IGGY AZALEA – IN MY DEFENSE–An artist who welcomes controversy with arms wide open returns with an album full of unapologetic appropriation and lyrics. She’s not sorry about anything that’s happened and she reminds you of that on every single song. She takes a page out of Logic’s book and fixates on her critics and haters, but doesn’t have Logic’s talent to make it at least tolerable. It might not be so bad if the beats were any good, but I really have a hard time remembering anything from this album at all.

Frontiers

JETBOY – BORN TO FLY–Jetboy are a glam band that enjoyed some very, very mild success in the ’80s and very early ’90s.

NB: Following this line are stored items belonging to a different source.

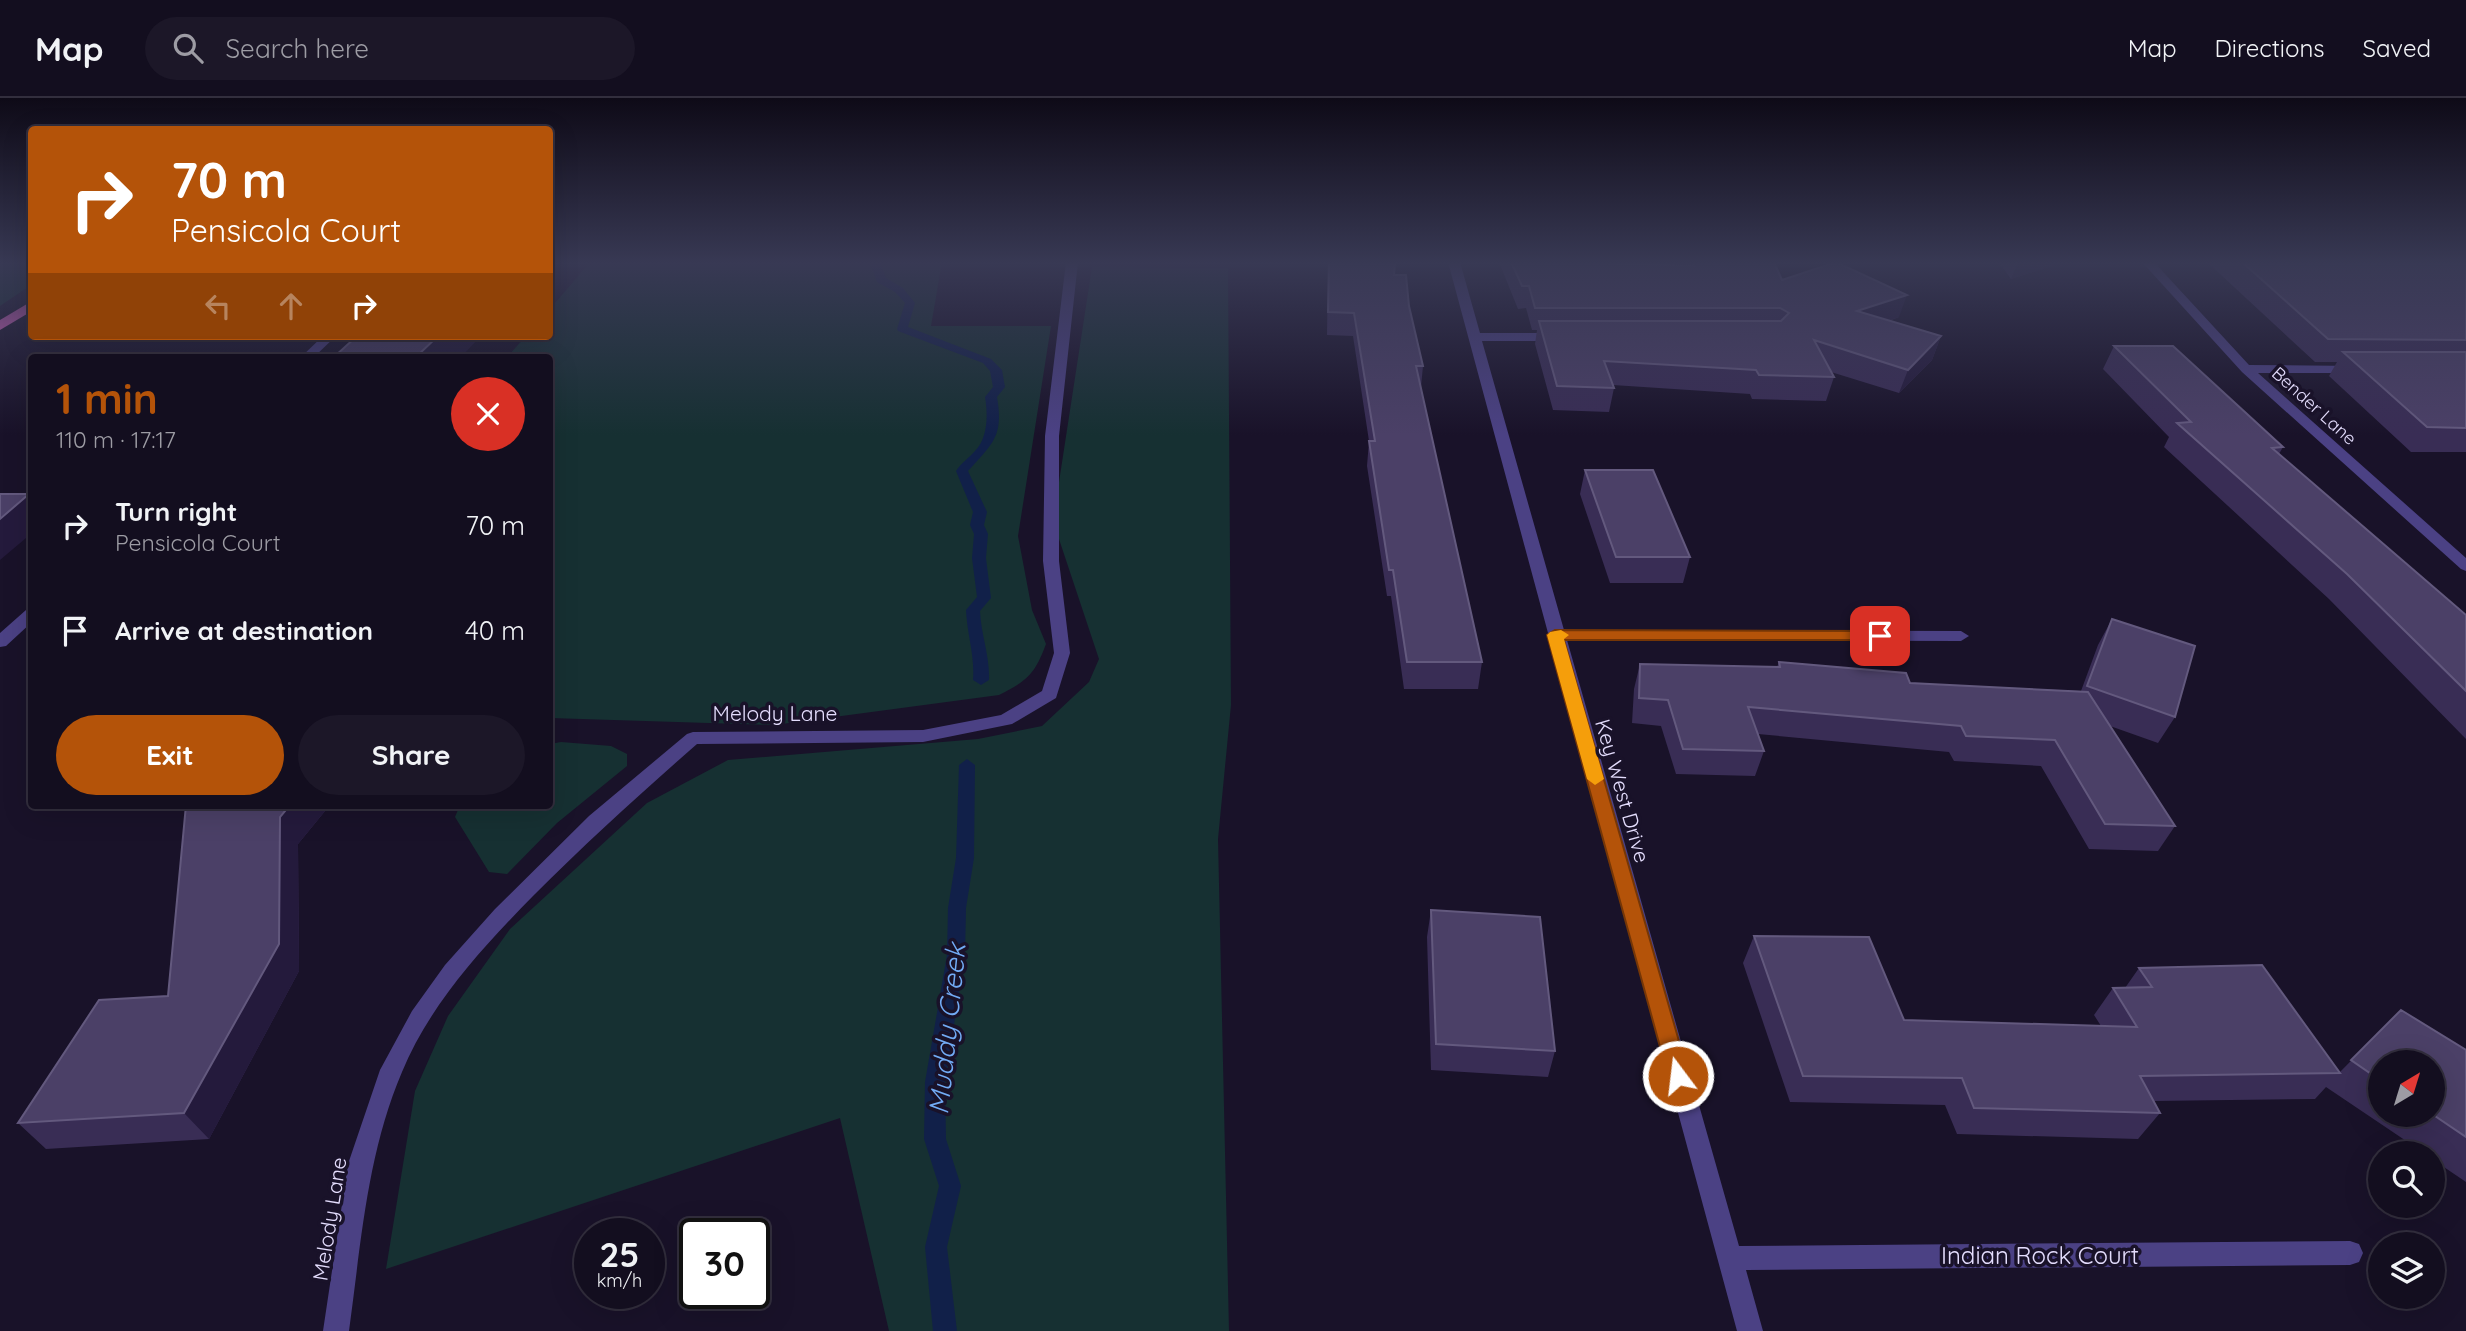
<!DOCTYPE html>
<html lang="en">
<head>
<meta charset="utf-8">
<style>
	body { margin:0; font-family:Quicksand,sans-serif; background:#1c1728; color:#f1f3f6; height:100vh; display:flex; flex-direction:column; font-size:26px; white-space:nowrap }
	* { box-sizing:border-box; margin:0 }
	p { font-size:23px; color:#9d9ca4 }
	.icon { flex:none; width:38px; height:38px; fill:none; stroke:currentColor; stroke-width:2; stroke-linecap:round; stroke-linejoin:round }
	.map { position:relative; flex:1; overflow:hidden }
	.side { position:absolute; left:28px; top:256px; width:525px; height:455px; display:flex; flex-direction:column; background:#130e1f; border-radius:7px; box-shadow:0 7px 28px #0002,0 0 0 2px #322e3d }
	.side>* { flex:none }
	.banner { position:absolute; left:28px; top:28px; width:525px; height:214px; border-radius:7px; box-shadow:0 7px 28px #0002,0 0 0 2px #322e3d; background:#b45309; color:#fff; overflow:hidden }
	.needle { width:46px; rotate:38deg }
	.buttons { position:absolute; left:2368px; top:952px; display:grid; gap:14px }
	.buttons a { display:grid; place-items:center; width:77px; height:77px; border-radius:50%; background:#130e1f; box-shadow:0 7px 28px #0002,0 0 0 2px #322e3d; font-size:35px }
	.speed { position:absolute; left:574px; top:1120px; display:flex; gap:14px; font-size:35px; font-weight:700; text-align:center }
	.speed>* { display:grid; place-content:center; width:91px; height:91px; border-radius:50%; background:#130e1f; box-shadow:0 7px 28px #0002,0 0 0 2px #322e3d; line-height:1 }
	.speed small { font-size:18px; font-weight:400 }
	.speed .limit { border:4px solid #111; border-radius:10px; background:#fff; color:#111 }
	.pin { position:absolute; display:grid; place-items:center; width:60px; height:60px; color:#fff; margin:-30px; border-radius:14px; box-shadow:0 4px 10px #0006 }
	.me { position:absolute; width:77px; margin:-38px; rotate:345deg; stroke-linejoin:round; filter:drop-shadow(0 0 5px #0008) }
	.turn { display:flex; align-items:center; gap:24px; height:147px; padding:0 28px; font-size:32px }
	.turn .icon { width:91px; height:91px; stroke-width:2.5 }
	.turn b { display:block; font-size:49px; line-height:60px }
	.lanes { display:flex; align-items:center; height:66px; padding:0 28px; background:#0003; justify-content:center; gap:35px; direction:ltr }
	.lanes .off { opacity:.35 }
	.round { display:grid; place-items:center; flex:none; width:74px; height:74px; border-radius:37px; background:#1c1728 }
	.overview { display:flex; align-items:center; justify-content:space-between; height:119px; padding:0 28px }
	h1 { font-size:42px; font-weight:700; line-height:52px; color:#b45309 }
	.cta { display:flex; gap:14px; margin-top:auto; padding:14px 28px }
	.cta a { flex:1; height:80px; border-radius:42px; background:#b45309; color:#fff; font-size:28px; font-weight:700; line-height:80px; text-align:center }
	.cta a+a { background:#1c1728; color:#f1f3f6 }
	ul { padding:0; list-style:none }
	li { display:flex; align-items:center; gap:21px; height:105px; padding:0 28px }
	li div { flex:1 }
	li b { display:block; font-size:26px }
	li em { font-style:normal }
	header { display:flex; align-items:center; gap:42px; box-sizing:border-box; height:98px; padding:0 35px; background:#130e1f; border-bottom:2px solid #322e3d }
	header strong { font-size:33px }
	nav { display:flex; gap:38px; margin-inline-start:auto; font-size:24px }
	.search { width:490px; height:63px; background:#1c1728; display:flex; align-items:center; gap:18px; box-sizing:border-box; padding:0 24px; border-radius:38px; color:#9d9ca4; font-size:26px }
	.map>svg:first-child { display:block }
	.green { fill:#163032 }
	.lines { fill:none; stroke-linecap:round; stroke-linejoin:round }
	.stream { fill:#112049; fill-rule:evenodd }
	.minor { fill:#4b4184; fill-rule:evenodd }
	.trunk { fill:#e266c6; fill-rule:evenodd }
	.wall { fill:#392d55; fill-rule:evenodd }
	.shaded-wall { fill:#241a3c }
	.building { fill:#4b4067; stroke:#63597e; stroke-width:2 }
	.route { fill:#b45309; stroke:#753606; stroke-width:2 }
	.slow { fill:#f59e0b }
	.labels { text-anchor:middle; stroke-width:7; stroke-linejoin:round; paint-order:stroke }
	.far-street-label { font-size:18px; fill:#e4ddfd; stroke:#191229 }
	.street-label { font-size:21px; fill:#e4ddfd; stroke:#191229 }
	.near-street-label { font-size:24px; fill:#e4ddfd; stroke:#191229 }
	.near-water-label { font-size:28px; font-style:italic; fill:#72abf5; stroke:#191229 }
</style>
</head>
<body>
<header>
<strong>Map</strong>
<div class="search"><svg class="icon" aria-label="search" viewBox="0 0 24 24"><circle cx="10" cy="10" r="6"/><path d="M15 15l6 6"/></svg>Search here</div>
<nav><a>Map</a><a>Directions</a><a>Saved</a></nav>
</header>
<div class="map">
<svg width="2466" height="1233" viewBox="0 0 2466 1233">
	<rect width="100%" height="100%" fill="#191229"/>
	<path class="green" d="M 0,164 L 32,164 L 31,187 L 0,208 Z
		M 590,164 L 942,164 L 931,228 L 1051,228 L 1018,438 L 1032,512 L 1046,546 C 1035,576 1027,583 999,597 L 774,627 L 550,620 L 550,259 L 507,259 L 526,238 L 550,238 L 550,211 Z
		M 1092,169 L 1228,170 L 1231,607 L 1218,741 L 1229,1233 L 889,1233 L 840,1020 L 386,1171 L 415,993 L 448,918 L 510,831 L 647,705 L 728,662 L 978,641 L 1042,628 L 1089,584 L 1099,561 L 1053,423 Z
		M 561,644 L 611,648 L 627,656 L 627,668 L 557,725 L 507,776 L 489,774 L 455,719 L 460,707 L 550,707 L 550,646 Z"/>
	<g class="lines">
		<path class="stream" d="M 873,164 L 884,164 L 881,167 L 886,180 L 903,190 L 915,205 L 908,229 L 991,261 L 1002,272 L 1005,289 L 997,299 C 1004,339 992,346 968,373 L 987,414 L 984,427 L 988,436 L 986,460 L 991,500 L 980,513 C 981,537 990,558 989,582 L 981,587 L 973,582 C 975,558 967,536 966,512 L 977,499 L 972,460 L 974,436 L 970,427 L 973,414 L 956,373 C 961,365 969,360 975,353 C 988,340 988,316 985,299 L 993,289 L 990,273 L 983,265 L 898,233 L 897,231 L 905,205 L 895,194 L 877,184 L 871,167 Z
			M 967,661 L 975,667 L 974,760 L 966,810 L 965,857 L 945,984 L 946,1041 L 961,1088 L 947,1149 L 957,1233 L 933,1233 L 925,1149 L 939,1088 L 924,1041 L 925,984 L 947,857 L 948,810 L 956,760 L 959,667 Z"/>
		<path class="minor" d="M 1066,164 L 1078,164 L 1059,338 L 1059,463 L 1070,555 L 1056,600 L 1012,626 L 923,644 L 697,646 C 641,695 587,744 534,797 C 483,849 430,906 402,974 C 367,1056 361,1146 349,1233 L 323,1233 L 348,1066 L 380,972 L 412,913 L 445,867 L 495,811 L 589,718 L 687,636 L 693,634 L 923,632 L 1001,617 L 1042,593 L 1054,555 L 1043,463 L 1045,338 Z
			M 1448,164 L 1460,164 L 1480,235 L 1557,235 L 1563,239 L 1557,243 L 1482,243 L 1564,532 L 1961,533 L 1969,538 L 1961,543 L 1567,542 L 1739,1148 L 2350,1143 L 2359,1146 L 2363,1155 L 2359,1164 L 2350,1167 L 1746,1172 L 1763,1233 L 1737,1233 L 1550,541 L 1547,537 L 1548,535 Z
			M 2142,164 L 2154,164 L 2249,267 L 2358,268 L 2360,271 L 2354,275 L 2258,275 L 2466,460 L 2466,473 L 2461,471 L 2242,274 Z
			M 323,238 L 336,238 L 314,259 L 301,259 Z
			M 32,510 L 32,524 L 6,548 L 0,549 L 0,535 L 26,512 Z"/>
		<path class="trunk" d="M 32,203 L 32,213 L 0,232 L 0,222 Z"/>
	</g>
	<path class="wall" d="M 1328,164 L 1395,164 L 1394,177 L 1409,208 L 1423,268 L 1421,289 L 1482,564 L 1478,591 L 1404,591 L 1391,498 L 1387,498 L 1367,368 L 1369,343 L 1353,238 L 1327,237 Z
		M 1499,164 L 1574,164 L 1685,168 L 1686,164 L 1774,164 L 1782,182 L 1899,219 L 1889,223 L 1941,238 L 1932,262 L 1899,295 L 1831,274 L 1834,279 L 1826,303 L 1752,301 L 1750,296 L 1613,287 L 1614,290 L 1609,314 L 1553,312 L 1535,246 L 1537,232 L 1532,232 L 1526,210 L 1518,211 Z
		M 1999,164 L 2055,164 L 2054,167 L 2011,181 Z
		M 2207,164 L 2466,164 L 2466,354 L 2411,354 L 2329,278 L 2337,264 L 2315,264 Z
		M 2114,248 L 2283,349 L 2279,356 L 2466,517 L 2466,641 L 2329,501 L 2164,349 L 2169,339 L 2103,271 Z
		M 1585,372 L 1690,459 L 1683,485 L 1610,485 L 1580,396 Z
		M 2112,521 L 2175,619 L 2158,645 L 2110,628 L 2175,728 L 2158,753 L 2089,751 L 2041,668 L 1954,663 L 1949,654 L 1758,636 L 1764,653 L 1755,678 L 1676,676 L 1661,628 L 1632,625 L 1634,591 L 1640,566 L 1777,569 L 1779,564 L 1910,585 L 2081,593 L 2098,547 Z
		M 186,707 L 330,707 L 298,746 L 299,873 L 209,1041 L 46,1051 L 18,1025 L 168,898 Z
		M 1431,812 L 1555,953 L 1548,979 L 1431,972 L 1427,839 Z
		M 1754,838 L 1904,922 L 2101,928 L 2094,917 L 2113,890 L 2125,890 L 2139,870 L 2340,974 L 2401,912 L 2466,952 L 2466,1084 L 2432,1061 L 2432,1055 L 2424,1055 L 2326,989 L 2315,1001 L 2153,1003 L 2160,1015 L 2138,1041 L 1957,1036 L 1945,1007 L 1790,1004 L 1743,865 ZM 2380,964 L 2432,1017 L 2380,1017 Z"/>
	<path class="shaded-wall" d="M 2018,164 L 2055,164 L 2054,167 L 2011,181 Z
		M 1907,197 L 1899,219 L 1849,236 L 1857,213 Z
		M 438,238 L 481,238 L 461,259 L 417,259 Z
		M 1941,238 L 1932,262 L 1899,295 L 1908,272 Z
		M 29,396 L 32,399 L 32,435 L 0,462 L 0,421 Z
		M 290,707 L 330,707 L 298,746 L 299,873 L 209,1041 L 184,1015 L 280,719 Z"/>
	<path class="building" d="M 1329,164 L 1395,164 L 1394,177 L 1406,177 L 1409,208 L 1423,268 L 1416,268 L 1482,564 L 1407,564 L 1393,472 L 1389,472 L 1369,343 L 1375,343 L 1354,215 L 1328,214 Z
		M 1511,164 L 1574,164 L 1694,168 L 1693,164 L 1774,164 L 1782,182 L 1836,164 L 1907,197 L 1857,213 L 1941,238 L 1908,272 L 1814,242 L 1834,279 L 1759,277 L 1756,272 L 1604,263 L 1614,290 L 1557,288 L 1539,223 L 1781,223 L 1789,215 L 1780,210 L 1535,210 L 1529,188 L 1522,188 Z
		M 2242,164 L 2466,164 L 2466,242 L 2328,241 Z
		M 357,238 L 438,238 L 416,259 L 334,259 Z
		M 2114,248 L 2173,248 L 2283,349 L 2272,350 L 2466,517 L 2466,593 L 2347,476 L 2177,325 L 2191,324 Z
		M 2343,254 L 2466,254 L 2466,330 L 2427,329 Z
		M 1585,372 L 1653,372 L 1690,459 L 1616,459 Z
		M 0,396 L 29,396 L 0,421 Z
		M 2112,521 L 2195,548 L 2175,619 L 2087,588 Z
		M 1779,564 L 1906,575 L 1910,585 L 2088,594 L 2175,728 L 2105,726 L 2055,642 L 1966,638 L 1961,628 L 1748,609 L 1764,653 L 1683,651 L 1668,602 L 1639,600 L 1640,566 L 1780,569 Z
		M 186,707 L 290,707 L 280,719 L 279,846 L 184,1015 L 18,1025 L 99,902 L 168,898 Z
		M 1431,812 L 1540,819 L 1555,953 L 1436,946 Z
		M 1754,838 L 1869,839 L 1904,922 L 2137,929 L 2113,890 L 2152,889 L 2139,870 L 2262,867 L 2340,975 L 2140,978 L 2160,1015 L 1974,1010 L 1962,980 L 1803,978 Z
		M 2401,912 L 2466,952 L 2466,1039 L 2432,1016 L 2432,964 L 2380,964 L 2380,982 L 2351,962 Z"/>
	<linearGradient id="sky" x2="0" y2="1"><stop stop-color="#0e0a17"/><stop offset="0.49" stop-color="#383954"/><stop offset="1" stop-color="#383954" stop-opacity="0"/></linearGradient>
	<rect width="2466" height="337" fill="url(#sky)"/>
	<path class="route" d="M 1555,532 L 1880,533 L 1887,538 L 1880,542 L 1564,542 L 1689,978 L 1686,984 L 1678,987 L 1671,984 L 1668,978 L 1547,537 Z"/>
	<path class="slow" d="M 1561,532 L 1569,537 L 1564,541 L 1604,681 L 1595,687 L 1587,681 L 1547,537 L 1550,534 Z"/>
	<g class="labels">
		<g class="far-street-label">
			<text transform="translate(2314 308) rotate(42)" y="6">Bender Lane</text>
		</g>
		<g class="street-label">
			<text x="775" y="623">Melody Lane</text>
			<text transform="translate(1622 693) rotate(74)" y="7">Key West Drive</text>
			<text transform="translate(330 1121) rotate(-81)" y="7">Melody Lane</text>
		</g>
		<g class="near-street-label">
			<text x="2040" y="1166">Indian Rock Court</text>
		</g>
		<g class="near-water-label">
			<text transform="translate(947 931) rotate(-84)" y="10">Muddy Creek</text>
		</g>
	</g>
</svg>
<div class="buttons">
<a><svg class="needle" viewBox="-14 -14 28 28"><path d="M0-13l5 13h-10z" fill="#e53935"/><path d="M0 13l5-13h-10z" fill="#9d9ca4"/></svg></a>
<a><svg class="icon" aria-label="search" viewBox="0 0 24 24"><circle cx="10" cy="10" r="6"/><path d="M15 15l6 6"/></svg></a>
<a><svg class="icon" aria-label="layers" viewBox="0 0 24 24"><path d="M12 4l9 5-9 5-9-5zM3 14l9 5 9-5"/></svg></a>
</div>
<div class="speed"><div>25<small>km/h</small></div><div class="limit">30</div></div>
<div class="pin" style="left:1880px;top:538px;background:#d93025"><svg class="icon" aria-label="arrive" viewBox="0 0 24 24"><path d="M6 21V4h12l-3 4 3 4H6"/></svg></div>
<svg class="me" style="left:1678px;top:978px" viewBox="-20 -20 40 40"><circle r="17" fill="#b45309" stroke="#fff" stroke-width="3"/><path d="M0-11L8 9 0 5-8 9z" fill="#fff"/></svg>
<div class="banner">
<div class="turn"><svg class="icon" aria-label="right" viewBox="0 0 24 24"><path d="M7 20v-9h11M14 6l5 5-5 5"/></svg><div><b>70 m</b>Pensicola Court</div></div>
<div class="lanes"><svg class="icon off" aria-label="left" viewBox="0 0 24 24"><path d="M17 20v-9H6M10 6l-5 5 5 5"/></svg><svg class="icon off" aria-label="ahead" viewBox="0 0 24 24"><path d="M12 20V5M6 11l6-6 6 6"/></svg><svg class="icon" aria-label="right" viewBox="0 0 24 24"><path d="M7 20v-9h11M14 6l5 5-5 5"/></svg></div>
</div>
<section class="side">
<div class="overview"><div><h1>1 min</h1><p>110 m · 17:17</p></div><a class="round" style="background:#d93025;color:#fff"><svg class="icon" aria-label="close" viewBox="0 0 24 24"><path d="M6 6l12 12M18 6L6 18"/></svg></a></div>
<ul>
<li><svg class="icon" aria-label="right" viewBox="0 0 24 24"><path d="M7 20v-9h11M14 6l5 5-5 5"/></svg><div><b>Turn right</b><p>Pensicola Court</p></div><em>70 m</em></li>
<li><svg class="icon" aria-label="arrive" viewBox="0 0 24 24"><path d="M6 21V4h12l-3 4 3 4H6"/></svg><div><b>Arrive at destination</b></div><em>40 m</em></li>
</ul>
<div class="cta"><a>Exit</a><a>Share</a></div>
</section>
</div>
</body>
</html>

Even though their songs were used in a couple movies, it still only earns them little more than half a dozen paragraphs of bio on their Wikipedia page. This is their first album in nine years and it’s pretty much 45 minutes of forgettable, vaguely ’80s hard rock that isn’t even all that hard. I don’t really know who they’re making this for because I can’t imagine there are a lot of Jetboy fans out there and this certainly isn’t going to win them any new ones.

Mascot/Music Theories

JORDAN RUDESS – WIRED FOR MADNESS–This album is the musical equivalent of that coworker that eavesdrops on all your conversations and then tries to insert themselves into it, offering some vaguely related anecdote to turn the focus onto them. Jordan Rudess (of Dream Theater) is a really good keyboardist, and he won’t let you forget it for a second. This album has become my new definitive example of prog wankery, meaning music that is technically impressive, but ultimately devoid of any personality or soul. It’s just a wall of notes and scales that screams “hey, look how much theory I know and how it makes me better than you!”

Interscope

MADONNA – MADAME X–This album was promoted as containing wide reaching musical influences. Madonna said Madame X is like a secret agent who can become whoever she wants to be. But let’s just say that if Madame X really were a spy, she wouldn’t be fooling anyone. This album is full of weak and watered down Latin pop and that’s about the only exotic flavor you get. Madonna employs weird vocal processing on a lot of tracks, makes unpredictably weird stylistic shifts, and tries to convince the world that she cares with a couple shallow political tracks. This album fails to deliver on its promises and it’s especially disappointing because we all know Madonna can do better. Watch my full review here.

Big Machine

MIDLAND – LET IT ROLL–The internet likes to joke about how country songs are all about the same things like dogs dying, wives cheating, and trucks breaking down. Midland sees these jokes and uses them as the blueprints for their songs. I have never in my life heard a collection of country songs so bland, formulaic, and unoriginal than on this album. It’s like they plotted all of the biggest Nashville hits on a graph, drew a line through the middle and set a goal to never exceed that standard. If I had to say one good thing about this album, it would be that this band is extremely dedicated to the mediocrity of it all.

Pavement Entertainment

SNAKE BITE WHISKY – THIS SIDE OF HELL–This is the self-proclaimed number one sleaze rock band of Australia, a genre I’m not entirely sure they didn’t make up. This is music for people who think rock peaked with Appetite for Destruction. The attitude, the swagger, the clothes, even the hair is all here. And that includes some of the problematic stuff too. It’s called sleaze rock for a reason. Unlike other bands like Steel Panther where you can clearly tell everything is tongue-in-cheek, I can’t tell if these guys are joking or not.